With all pictures omitted, return verbatim the lines from the beginning of the records below through the line containing "inset:0; background:#294145; transform-origin:0".

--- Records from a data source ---
---

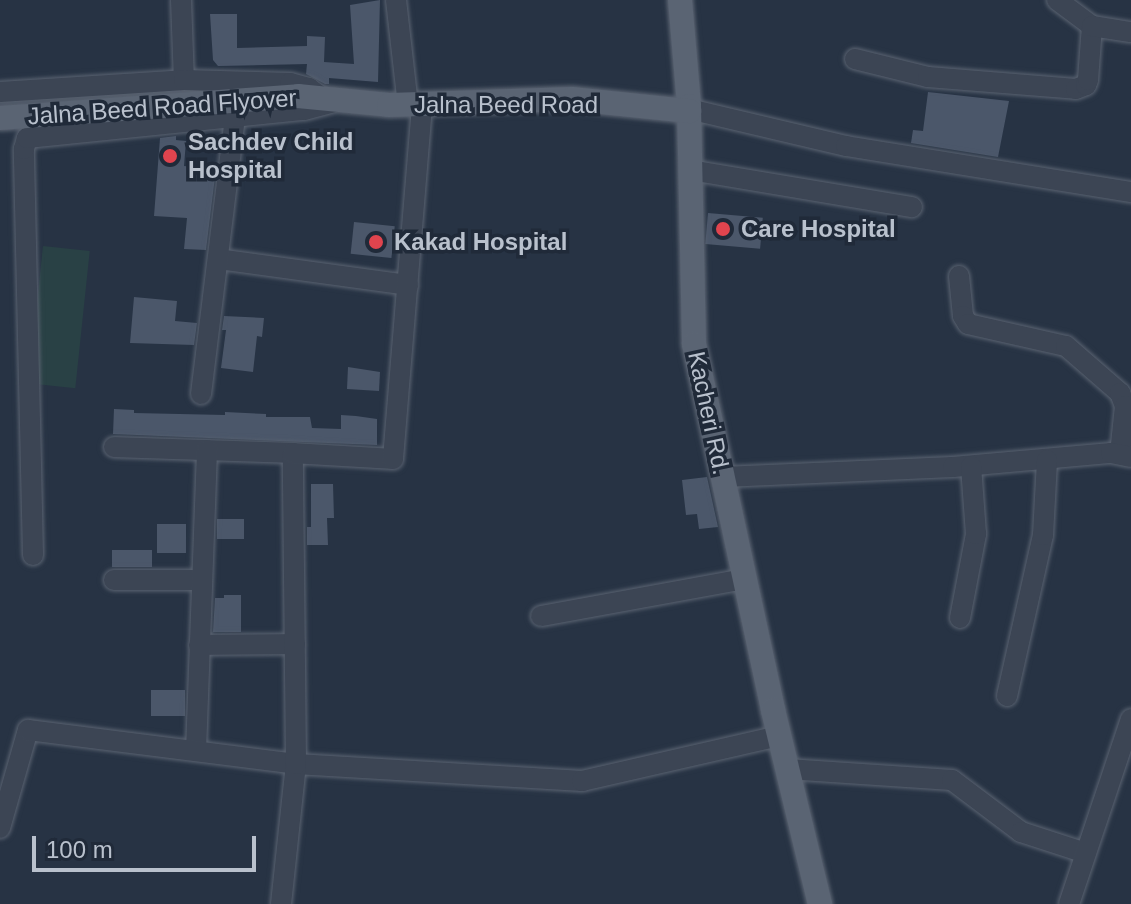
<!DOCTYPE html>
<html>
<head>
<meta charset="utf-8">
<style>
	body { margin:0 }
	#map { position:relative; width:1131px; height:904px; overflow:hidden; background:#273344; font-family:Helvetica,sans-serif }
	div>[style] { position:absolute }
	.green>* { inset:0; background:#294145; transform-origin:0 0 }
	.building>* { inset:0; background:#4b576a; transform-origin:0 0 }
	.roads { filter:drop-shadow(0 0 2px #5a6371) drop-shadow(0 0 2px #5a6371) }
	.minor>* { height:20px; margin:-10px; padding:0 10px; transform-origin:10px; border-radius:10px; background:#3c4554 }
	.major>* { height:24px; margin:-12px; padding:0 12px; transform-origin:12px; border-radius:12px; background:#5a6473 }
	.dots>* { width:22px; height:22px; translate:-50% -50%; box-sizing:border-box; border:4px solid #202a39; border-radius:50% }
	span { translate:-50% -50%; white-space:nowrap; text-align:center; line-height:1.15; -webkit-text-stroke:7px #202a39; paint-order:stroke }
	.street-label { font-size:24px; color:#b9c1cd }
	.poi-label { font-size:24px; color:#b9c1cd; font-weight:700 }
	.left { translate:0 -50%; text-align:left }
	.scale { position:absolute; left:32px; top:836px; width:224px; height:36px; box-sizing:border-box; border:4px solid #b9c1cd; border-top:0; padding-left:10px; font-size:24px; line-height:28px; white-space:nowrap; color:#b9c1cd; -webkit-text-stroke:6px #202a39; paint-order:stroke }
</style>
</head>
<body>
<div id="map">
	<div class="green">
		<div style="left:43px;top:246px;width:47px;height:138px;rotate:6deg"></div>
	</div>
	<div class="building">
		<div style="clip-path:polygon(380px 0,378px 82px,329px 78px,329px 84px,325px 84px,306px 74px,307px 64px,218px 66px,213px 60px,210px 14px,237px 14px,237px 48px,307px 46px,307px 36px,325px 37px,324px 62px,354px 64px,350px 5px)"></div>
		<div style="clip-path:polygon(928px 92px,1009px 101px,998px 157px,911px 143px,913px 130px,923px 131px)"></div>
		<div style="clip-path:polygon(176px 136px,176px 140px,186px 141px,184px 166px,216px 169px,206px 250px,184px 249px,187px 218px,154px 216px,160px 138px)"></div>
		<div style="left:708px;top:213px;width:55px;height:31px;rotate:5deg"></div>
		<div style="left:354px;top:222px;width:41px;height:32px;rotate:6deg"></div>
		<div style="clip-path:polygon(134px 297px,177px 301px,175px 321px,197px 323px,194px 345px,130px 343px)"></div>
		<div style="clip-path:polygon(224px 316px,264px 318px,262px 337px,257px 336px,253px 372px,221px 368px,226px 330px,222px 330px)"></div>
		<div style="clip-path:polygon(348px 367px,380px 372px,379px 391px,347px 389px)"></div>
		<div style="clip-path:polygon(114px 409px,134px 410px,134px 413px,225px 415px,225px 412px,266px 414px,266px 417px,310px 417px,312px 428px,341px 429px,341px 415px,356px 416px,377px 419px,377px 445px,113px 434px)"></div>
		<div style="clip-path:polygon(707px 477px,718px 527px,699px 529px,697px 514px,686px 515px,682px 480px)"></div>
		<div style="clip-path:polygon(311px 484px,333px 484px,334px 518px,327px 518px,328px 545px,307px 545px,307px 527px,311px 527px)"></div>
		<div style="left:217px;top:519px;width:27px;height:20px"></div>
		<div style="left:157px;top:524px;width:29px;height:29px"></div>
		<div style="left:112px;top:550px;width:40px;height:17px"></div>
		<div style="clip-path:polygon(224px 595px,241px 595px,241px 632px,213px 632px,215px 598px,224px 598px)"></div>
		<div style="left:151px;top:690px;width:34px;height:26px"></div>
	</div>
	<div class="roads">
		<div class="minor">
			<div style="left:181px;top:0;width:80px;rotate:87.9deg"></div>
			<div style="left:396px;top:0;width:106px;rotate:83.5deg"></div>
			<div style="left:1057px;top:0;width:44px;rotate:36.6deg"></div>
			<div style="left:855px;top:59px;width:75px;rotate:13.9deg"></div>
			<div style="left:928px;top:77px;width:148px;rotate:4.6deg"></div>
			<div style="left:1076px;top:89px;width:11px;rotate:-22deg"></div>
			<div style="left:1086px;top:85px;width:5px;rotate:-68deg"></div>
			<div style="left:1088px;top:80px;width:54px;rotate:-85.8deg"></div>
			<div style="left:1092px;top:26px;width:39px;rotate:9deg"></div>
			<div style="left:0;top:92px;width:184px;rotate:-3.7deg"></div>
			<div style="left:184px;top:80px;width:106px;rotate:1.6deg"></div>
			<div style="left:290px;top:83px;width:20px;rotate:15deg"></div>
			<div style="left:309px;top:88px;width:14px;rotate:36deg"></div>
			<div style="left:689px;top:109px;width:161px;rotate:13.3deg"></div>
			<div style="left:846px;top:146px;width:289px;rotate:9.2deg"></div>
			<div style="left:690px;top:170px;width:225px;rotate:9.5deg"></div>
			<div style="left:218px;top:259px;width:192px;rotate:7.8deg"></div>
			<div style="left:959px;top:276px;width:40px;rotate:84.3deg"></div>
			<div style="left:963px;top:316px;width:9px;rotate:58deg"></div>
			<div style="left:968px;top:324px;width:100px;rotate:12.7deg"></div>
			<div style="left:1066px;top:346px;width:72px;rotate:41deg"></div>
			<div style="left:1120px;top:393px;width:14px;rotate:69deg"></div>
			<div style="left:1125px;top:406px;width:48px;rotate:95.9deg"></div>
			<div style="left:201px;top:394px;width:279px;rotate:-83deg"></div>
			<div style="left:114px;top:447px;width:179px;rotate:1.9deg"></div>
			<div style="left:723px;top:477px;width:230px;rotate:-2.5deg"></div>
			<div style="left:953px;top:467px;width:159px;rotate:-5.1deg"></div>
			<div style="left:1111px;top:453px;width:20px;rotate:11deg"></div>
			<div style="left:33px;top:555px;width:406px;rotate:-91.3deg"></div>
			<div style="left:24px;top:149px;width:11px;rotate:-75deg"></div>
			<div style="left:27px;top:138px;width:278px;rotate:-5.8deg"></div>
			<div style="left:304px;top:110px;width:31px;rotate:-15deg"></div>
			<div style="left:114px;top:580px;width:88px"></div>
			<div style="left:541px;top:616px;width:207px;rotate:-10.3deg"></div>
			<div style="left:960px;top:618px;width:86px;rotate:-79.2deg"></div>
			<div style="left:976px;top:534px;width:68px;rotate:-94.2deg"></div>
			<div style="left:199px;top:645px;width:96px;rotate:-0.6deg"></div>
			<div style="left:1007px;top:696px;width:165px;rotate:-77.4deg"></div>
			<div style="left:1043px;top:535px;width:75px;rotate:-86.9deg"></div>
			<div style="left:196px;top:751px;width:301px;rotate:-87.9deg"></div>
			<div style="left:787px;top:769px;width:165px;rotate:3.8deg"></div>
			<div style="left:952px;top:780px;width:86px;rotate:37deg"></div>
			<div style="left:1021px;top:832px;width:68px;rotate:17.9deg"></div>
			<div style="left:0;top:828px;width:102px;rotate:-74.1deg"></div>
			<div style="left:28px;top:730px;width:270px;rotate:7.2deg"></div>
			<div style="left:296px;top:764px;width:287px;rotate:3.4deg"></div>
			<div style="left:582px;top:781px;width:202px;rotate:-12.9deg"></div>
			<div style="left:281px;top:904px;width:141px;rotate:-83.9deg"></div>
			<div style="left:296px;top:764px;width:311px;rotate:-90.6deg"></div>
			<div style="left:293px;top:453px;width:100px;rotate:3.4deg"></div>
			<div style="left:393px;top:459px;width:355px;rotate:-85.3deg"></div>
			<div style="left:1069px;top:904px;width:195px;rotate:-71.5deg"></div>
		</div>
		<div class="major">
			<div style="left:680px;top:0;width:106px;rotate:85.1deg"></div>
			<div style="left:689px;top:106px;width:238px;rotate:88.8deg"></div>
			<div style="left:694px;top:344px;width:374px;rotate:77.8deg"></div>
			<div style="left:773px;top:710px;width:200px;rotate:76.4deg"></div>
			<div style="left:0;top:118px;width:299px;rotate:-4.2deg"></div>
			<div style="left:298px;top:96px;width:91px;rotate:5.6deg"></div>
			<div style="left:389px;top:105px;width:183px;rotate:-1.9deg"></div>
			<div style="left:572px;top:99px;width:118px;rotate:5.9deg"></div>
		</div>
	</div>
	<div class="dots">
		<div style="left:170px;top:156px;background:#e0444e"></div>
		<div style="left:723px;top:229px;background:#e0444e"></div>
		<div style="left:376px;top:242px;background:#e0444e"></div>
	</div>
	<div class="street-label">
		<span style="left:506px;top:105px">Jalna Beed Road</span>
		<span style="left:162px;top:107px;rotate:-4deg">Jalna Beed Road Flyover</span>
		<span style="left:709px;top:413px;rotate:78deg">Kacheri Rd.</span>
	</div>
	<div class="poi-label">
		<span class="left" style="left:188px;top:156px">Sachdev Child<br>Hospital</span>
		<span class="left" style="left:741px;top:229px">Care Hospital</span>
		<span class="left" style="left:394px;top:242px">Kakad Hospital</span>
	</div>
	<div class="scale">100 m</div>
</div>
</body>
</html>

---

--- Written solution ---
<!DOCTYPE html>
<html>
<head>
<meta charset="utf-8">
<style>
	body { margin:0 }
	#map { position:relative; width:1131px; height:904px; overflow:hidden; background:#273344; font-family:Helvetica,sans-serif }
	div>[style] { position:absolute }
	.green>* { inset:0; background:#294145; transform-origin:0 0 }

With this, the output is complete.